:: Assignment ::
Search the data for "positions". Each line containing it is to be copied.

:: Supplied entries ::
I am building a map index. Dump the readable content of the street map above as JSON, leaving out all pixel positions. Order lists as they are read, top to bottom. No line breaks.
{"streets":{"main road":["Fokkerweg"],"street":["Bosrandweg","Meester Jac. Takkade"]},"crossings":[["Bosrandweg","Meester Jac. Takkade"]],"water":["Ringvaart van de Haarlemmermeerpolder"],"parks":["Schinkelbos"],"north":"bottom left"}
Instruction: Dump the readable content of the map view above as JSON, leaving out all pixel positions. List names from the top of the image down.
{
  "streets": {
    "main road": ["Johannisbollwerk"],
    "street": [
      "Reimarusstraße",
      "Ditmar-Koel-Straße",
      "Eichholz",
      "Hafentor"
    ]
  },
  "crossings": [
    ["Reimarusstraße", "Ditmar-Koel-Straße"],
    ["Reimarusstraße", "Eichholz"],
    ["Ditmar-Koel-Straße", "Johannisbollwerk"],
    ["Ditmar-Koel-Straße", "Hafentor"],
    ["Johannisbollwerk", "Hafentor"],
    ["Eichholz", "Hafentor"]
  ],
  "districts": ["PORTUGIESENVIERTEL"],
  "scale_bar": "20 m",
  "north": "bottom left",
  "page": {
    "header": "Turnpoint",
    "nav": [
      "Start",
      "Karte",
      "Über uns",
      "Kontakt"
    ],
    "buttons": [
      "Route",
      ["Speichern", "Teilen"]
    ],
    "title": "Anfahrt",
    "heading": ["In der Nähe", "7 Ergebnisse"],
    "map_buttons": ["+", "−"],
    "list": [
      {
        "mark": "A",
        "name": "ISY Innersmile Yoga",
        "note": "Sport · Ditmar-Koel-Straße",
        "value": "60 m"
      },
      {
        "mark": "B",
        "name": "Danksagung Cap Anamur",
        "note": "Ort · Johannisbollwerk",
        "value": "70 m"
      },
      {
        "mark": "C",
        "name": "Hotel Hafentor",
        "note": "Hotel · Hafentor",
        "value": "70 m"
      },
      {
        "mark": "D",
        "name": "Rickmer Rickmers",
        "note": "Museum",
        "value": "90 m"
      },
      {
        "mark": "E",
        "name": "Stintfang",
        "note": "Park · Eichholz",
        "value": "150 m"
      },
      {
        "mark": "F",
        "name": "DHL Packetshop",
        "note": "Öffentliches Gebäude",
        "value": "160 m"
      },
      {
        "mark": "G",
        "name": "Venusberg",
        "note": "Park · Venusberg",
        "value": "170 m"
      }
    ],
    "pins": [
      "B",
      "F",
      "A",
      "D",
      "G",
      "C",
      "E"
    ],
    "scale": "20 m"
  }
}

:: Problem solution ::
I am building a map index. Dump the readable content of the street map above as JSON, leaving out all pixel positions. Order lists as they are read, top to bottom. No line breaks.
Instruction: Dump the readable content of the map view above as JSON, leaving out all pixel positions. List names from the top of the image down.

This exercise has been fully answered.